= Gladwyn M. Childs =

American anthropologist and missionary (1896–1975)

Gladwyn Murray Childs (29 December 1896 – July 1975) was an American minister, missionary and anthropologist.

==Early life==
He was born in Endeavor, Wisconsin on 29 December 1896. He received his bachelor's degree from Pomona College, a BD and MA from Union Theological Seminary in the City of New York, where he knew William Sloane Coffin. He obtained a PhD in anthropology from Columbia University.

==Career==
Childs was a striking man, being 6' 4" tall. Together with his wife, Margaret, he worked as a missionary from 1925 to the early 1960s for the United Church Board for World Ministries and the American Board of Commissioners for Foreign Missions in Angola. He was the principal of a mission school, the Currie Institute in Dondi.
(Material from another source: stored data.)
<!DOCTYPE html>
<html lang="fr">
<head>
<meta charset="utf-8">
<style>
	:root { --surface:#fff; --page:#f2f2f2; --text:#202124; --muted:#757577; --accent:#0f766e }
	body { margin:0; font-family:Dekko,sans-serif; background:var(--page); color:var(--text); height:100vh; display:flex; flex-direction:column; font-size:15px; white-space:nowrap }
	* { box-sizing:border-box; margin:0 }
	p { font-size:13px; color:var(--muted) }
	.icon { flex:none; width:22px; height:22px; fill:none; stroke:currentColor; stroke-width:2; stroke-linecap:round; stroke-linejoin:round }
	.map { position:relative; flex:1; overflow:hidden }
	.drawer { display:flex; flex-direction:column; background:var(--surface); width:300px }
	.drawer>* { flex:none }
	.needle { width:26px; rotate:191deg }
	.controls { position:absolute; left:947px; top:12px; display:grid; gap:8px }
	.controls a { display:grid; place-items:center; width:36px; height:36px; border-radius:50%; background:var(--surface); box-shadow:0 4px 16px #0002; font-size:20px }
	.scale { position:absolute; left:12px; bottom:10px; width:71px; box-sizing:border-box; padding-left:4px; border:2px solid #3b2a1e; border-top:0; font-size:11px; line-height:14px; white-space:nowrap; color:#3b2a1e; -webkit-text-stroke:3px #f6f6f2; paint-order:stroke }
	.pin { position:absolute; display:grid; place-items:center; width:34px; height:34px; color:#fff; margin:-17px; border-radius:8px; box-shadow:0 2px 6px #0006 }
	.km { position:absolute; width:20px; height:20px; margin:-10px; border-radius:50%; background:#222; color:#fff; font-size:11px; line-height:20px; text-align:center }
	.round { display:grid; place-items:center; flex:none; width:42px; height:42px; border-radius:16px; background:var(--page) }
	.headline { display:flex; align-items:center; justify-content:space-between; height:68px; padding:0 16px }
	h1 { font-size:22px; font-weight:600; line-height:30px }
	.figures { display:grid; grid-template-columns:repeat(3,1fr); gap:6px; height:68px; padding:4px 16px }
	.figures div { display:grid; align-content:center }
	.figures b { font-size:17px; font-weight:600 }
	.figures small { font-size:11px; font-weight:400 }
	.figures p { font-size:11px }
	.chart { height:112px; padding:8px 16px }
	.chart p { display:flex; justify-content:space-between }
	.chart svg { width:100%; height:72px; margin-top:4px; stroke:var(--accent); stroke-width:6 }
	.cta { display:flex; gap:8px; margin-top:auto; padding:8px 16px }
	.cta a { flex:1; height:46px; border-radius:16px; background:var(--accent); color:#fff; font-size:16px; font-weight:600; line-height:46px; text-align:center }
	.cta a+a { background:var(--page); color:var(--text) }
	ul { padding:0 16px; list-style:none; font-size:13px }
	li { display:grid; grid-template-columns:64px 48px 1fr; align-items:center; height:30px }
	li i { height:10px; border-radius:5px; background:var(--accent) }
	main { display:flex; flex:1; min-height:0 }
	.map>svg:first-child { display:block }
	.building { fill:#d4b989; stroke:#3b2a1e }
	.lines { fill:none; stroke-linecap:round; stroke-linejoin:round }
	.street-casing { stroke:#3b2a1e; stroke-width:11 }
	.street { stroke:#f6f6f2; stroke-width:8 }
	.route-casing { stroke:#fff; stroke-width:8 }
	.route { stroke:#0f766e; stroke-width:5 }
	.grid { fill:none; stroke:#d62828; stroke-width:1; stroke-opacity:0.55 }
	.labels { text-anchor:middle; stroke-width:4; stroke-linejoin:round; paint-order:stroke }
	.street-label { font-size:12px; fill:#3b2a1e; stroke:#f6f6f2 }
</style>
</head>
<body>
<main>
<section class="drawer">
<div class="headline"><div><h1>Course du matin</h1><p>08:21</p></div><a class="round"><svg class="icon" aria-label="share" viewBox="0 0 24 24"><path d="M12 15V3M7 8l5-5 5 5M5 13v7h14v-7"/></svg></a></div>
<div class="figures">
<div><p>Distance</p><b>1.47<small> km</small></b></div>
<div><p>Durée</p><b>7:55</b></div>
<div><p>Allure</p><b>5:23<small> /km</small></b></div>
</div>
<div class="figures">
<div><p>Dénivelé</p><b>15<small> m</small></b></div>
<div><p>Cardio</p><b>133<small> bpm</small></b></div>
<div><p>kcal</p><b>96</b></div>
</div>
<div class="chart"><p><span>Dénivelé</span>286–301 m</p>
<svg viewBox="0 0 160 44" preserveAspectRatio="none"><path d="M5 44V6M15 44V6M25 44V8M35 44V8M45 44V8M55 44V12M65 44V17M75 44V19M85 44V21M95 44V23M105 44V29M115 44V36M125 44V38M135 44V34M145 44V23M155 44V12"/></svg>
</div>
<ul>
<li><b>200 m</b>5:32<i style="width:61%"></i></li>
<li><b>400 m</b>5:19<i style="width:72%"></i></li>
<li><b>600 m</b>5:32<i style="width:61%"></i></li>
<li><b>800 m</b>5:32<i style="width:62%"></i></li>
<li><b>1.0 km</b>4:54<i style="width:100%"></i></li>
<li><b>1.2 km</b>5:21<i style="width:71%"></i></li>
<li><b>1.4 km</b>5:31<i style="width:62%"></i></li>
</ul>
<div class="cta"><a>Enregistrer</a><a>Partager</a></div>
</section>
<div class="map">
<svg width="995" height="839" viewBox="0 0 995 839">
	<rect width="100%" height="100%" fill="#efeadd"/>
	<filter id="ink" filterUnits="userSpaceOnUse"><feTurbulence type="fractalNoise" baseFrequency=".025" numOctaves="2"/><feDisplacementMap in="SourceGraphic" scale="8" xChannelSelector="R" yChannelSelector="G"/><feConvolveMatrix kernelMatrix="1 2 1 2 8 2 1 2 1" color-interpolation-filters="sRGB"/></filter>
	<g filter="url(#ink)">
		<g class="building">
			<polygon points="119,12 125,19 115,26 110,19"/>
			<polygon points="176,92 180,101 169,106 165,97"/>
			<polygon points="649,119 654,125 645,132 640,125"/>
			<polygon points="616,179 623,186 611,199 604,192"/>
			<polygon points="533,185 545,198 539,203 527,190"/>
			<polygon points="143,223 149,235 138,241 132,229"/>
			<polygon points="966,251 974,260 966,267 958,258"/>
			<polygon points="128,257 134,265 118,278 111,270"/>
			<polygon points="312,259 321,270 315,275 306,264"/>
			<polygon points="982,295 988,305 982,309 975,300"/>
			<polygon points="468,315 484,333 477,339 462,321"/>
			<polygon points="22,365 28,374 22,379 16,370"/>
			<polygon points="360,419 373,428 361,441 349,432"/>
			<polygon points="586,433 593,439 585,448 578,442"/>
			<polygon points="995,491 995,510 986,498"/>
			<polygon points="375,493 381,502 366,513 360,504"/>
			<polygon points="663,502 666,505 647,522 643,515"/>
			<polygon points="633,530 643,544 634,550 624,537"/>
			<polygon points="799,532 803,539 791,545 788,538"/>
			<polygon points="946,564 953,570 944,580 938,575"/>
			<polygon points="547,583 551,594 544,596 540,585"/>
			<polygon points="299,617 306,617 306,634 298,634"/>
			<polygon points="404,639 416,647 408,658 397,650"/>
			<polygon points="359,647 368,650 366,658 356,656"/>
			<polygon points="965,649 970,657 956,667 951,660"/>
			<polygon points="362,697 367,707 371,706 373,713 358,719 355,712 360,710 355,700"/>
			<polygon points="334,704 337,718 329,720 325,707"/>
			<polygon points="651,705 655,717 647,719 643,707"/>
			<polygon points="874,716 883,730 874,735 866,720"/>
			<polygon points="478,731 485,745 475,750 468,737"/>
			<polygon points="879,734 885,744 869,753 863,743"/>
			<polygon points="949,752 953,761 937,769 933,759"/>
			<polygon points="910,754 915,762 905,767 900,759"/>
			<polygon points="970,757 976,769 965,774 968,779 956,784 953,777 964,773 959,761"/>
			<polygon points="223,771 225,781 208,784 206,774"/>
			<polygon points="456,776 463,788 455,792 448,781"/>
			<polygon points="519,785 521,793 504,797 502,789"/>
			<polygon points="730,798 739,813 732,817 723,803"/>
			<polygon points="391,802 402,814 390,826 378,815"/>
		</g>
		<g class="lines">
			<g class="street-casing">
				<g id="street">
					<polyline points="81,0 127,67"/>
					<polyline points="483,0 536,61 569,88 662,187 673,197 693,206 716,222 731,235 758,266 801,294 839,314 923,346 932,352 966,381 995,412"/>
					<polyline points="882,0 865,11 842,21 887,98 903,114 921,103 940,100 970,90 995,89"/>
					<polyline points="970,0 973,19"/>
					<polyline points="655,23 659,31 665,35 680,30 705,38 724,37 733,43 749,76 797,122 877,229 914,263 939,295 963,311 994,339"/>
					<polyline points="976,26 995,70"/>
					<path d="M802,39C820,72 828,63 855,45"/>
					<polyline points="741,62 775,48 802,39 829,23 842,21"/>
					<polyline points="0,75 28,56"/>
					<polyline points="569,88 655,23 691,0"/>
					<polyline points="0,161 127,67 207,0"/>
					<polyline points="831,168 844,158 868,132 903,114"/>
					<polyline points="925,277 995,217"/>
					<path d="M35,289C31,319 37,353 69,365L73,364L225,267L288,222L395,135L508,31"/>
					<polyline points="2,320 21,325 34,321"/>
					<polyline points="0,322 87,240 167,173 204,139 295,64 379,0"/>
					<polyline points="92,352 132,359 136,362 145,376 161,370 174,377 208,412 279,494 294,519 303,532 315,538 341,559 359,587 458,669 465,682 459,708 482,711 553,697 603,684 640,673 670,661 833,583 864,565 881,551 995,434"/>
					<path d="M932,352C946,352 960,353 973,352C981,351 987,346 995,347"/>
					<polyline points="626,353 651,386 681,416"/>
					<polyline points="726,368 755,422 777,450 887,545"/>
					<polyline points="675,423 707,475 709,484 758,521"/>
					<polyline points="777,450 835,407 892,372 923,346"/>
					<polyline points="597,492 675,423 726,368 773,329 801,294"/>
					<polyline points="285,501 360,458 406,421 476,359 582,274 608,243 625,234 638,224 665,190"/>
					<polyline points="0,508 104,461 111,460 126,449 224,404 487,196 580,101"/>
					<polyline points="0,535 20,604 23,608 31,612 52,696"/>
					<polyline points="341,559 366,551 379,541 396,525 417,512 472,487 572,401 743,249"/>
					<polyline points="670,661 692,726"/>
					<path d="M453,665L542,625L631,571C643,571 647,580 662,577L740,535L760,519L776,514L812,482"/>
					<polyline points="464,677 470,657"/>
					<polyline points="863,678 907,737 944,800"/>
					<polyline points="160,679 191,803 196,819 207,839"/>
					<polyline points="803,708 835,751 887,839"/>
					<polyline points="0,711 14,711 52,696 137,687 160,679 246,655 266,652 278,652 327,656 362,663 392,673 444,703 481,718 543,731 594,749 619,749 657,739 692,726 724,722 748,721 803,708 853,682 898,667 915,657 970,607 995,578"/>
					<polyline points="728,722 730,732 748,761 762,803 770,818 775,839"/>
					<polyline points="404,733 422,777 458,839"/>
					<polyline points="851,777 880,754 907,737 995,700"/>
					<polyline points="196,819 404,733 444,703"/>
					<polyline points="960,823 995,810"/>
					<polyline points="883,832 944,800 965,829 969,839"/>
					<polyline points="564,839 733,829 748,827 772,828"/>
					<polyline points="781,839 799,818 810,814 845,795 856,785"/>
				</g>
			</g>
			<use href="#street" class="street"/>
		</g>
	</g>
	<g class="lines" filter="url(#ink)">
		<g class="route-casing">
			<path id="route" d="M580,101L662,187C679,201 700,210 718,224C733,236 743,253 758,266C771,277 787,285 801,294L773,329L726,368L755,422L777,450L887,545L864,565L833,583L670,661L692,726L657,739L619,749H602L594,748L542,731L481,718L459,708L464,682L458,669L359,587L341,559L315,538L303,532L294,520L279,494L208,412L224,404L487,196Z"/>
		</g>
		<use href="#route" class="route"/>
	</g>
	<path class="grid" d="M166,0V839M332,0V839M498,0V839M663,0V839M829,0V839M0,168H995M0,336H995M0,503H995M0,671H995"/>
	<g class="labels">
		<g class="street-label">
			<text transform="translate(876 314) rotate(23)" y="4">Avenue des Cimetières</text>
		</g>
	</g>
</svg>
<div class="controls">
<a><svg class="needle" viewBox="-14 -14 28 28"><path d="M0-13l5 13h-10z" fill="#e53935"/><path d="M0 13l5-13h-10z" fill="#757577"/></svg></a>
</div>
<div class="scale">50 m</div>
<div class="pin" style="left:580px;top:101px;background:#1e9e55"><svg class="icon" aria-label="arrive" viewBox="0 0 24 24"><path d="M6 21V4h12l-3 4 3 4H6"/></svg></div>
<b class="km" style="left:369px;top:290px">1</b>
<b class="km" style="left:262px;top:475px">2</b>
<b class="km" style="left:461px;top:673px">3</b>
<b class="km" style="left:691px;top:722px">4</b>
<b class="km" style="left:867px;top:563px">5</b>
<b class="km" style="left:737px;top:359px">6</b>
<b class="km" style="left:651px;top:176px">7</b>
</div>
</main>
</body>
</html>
Childs spoke both Umbundu and Portuguese at the school, which was run by the Church of Christ.

==Later life==
After retirement, he worked for the World Council of Churches in Lisbon, but sought to return to Angola to work on a prehistoric project. Childs also worked with his uncle, Merlin Ennis, a researcher of folk tales, on Umbundu folktales; Ennis went on to publish Umbundu: folk tales from Angola in 1962.

==Personal life==
He married Margaret (born Marguerite) Pfaffli (5 November 1902 – January 1986) in her home town of Lausanne, Switzerland on 14 February 1925. Margaret was a biologist who studied and wrote about medicinal plants in Angola. The couple had three daughters.

Their daughter, Elaine Childs-Gowell (died 2006) was a therapist, anthropologist and author.

==Publications==

- The Ovimbundu of Angola Chicago: Field Museum of Natural History, 1934.
- Umbundu Kinship and Character: Being a Description of Social Structure and Individual Development of the Ovimbundu. ISBN 0-8357-3227-4. Published by: Oxford University Press, 1949
- 'The Kingdom of Wambu (Huambo): A Tentative Chronology' in The Journal of African History, Vol. 5, No. 3 (1964), pp. 367–379, Published by: Cambridge University Press

His papers are held at the University of Washington Library in Seattle.